Concrete is a rigid material that is ideal for sidewalks. It can be transported in its semi-liquid form in wheelbarrows or light transport vehicles from the truck to areas away from paved surfaces, where it can be placed by hand and finished without the use of heavy equipment.
This minimizes damage to surrounding areas and landscaping. It does not require continual compaction of vehicle traffic to keep it in sound condition. Concrete sidewalks also remain more level and true than asphalt walkways, which tend to develop dips and random cracks. Generally, concrete cracks occur in the “control joints,” which will not affect the appearance or structure of the sidewalk.

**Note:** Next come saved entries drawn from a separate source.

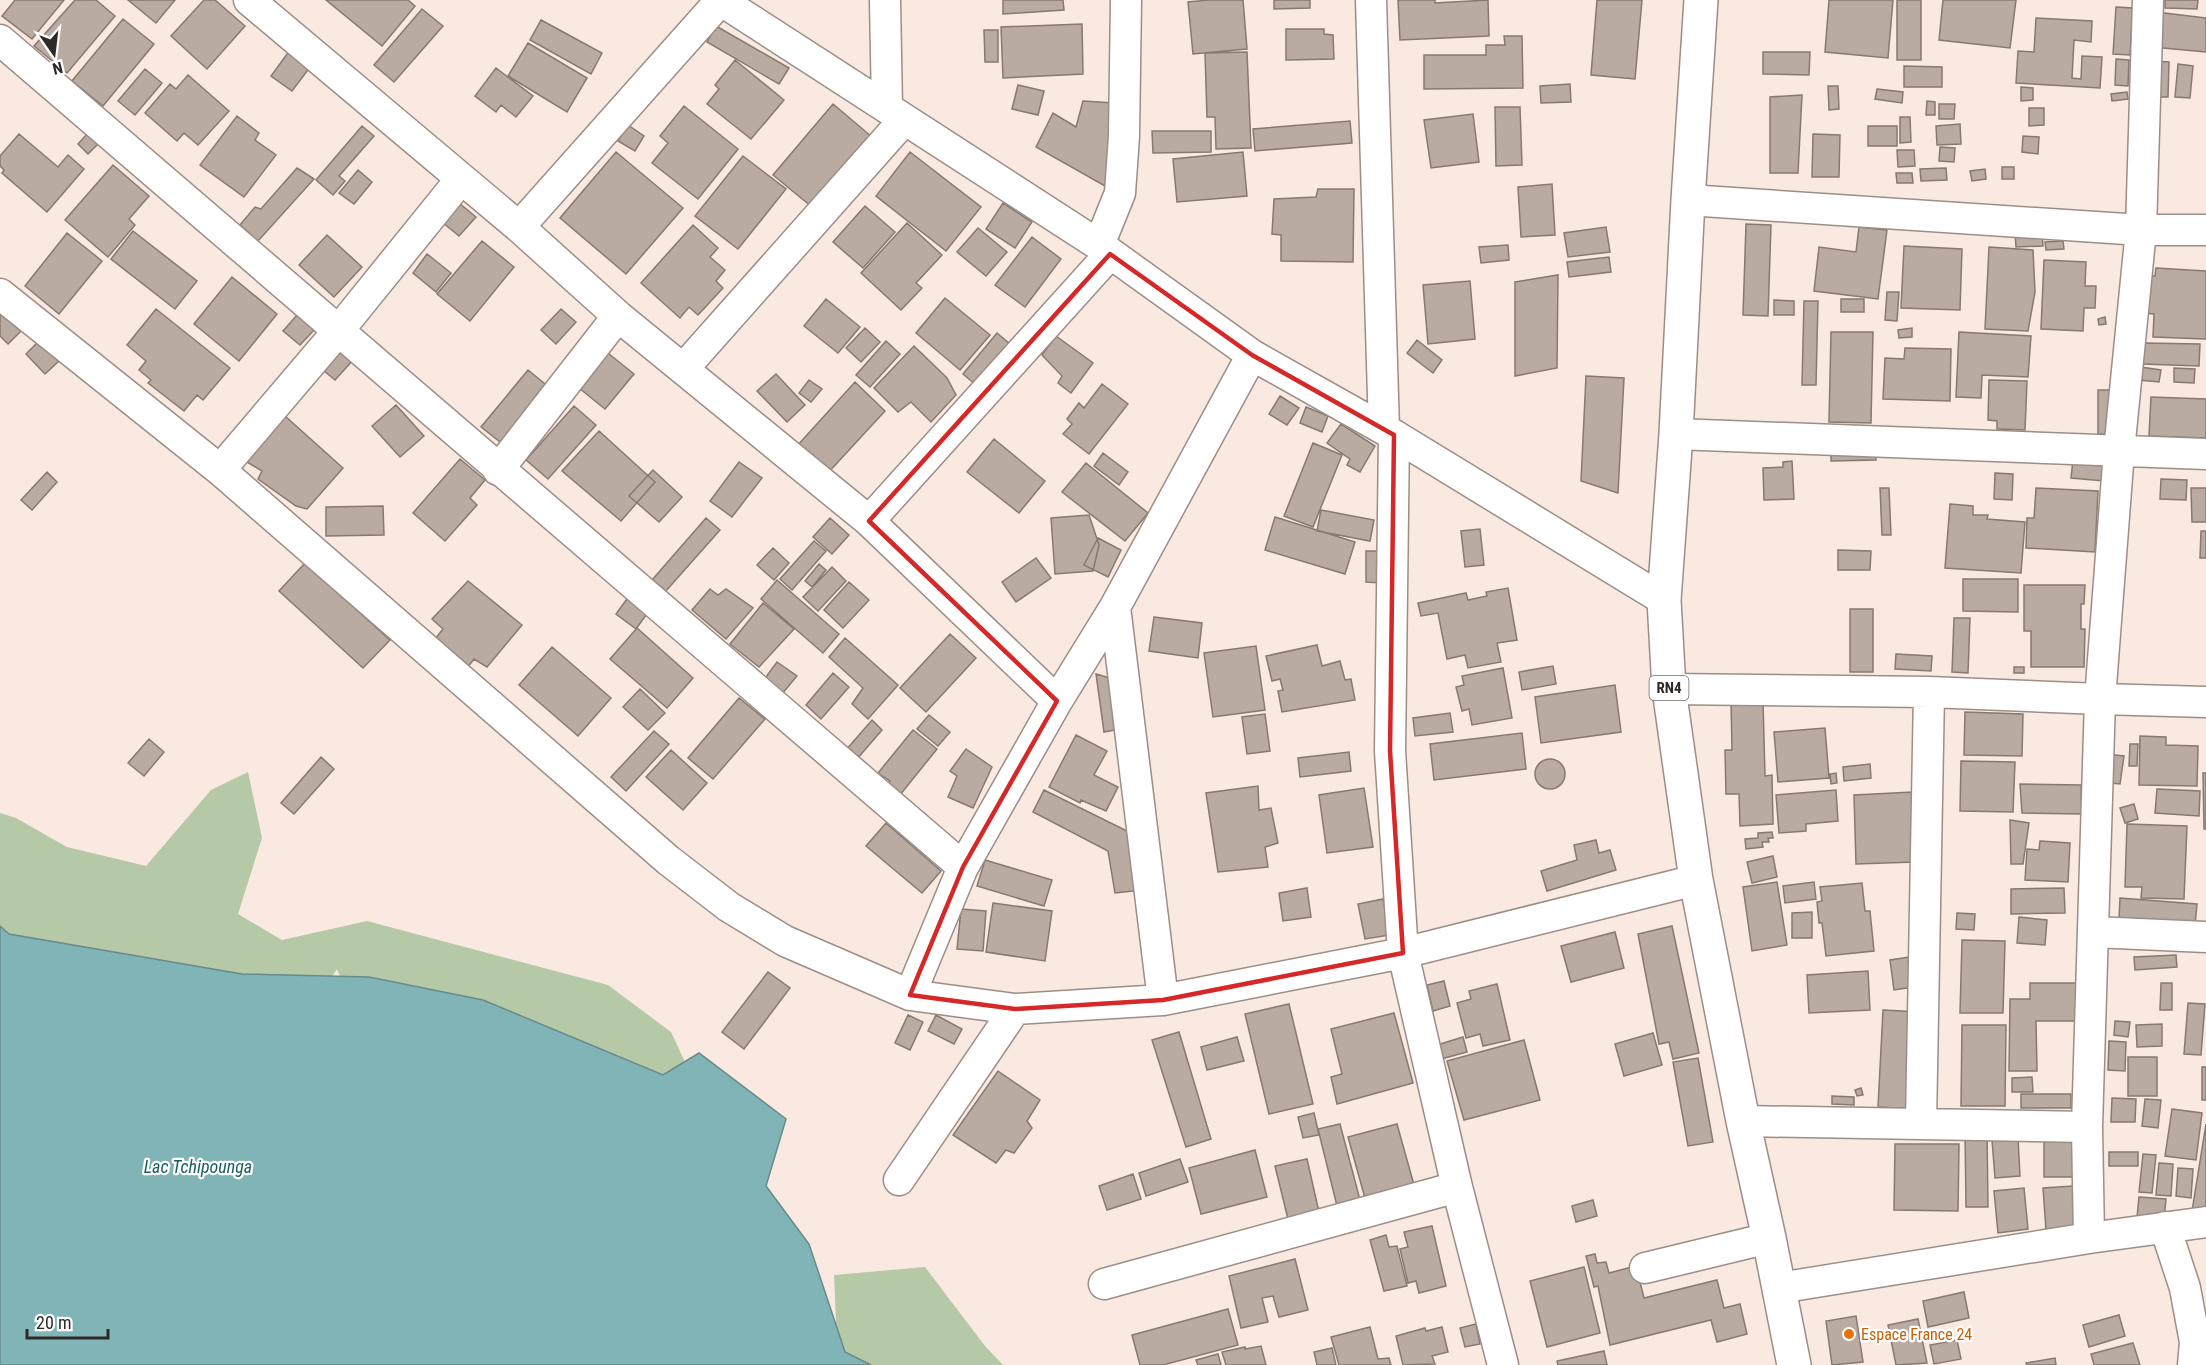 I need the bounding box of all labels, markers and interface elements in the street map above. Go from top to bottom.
north arrow [24,24,84,84]
text: N [50,58,65,78]
road number: RN4 [1650,676,1688,700]
water label: Lac Tchipounga [144,1156,252,1177]
scale bar [27,1302,108,1340]
text: 20 m [36,1312,71,1333]
place label: Espace France 24 [1861,1325,1972,1344]
marker: Espace France 24 [1842,1327,1856,1341]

Reinforcing concrete sidewalks with wire mesh helps to bridge over small imperfections in the subgrade. This lessens the likelihood that sinkholes will develop. Concrete sidewalks can be replaced in sections that mesh together nicely, although the color does not always match (few materials do). The design life of concrete is approximately 30 years. This means that over a 30-year period, the entire sidewalk system in a given property will need to be removed and replaced. Usually, it will be done in sections over time.

The Process:

  • Lay out and mark the areas to be removed and replaced. It is recommended that concrete sidewalk be taken out to the nearest joint.
  • Set up warning barriers to make the work site safe.
  • Saw cut the perimeter of the repair area to produce smooth, even edges.
  • Excavate the deteriorated concrete and haul to a recycling facility.
  • If the subgrade material is soft or in poor condition, remove it to a minimum depth of 4″ and replace with crushed stone. Stone should be leveled and compacted thoroughly using a vibratory tamper.
  • Install 6 x 6 #10 welded wire mesh.
  • Set concrete forms using metal or wood forms pinned at sufficient intervals to keep the forms from disfiguring or “blowing out” when the concrete is introduced.
  • Pour sidewalk using 3000 psi or 3500 psi air-entrained concrete. Air entrainment is for exterior concrete only and helps the concrete endure changing weather conditions. Concrete should be a minimum of 4″ thick.
  • Trowel the concrete level and score joints in a pattern that keeps the repair area uniform with the surrounding sidewalk. Expansion joints should be placed approximately every 25′.
  • Apply broom finish perpendicular to the direction of traffic.
  • Once concrete has set, strip forms and remove from the site. Any available dirt from on site can be used to fill the voids where the forms were.
  • Remove any remaining trash or debris.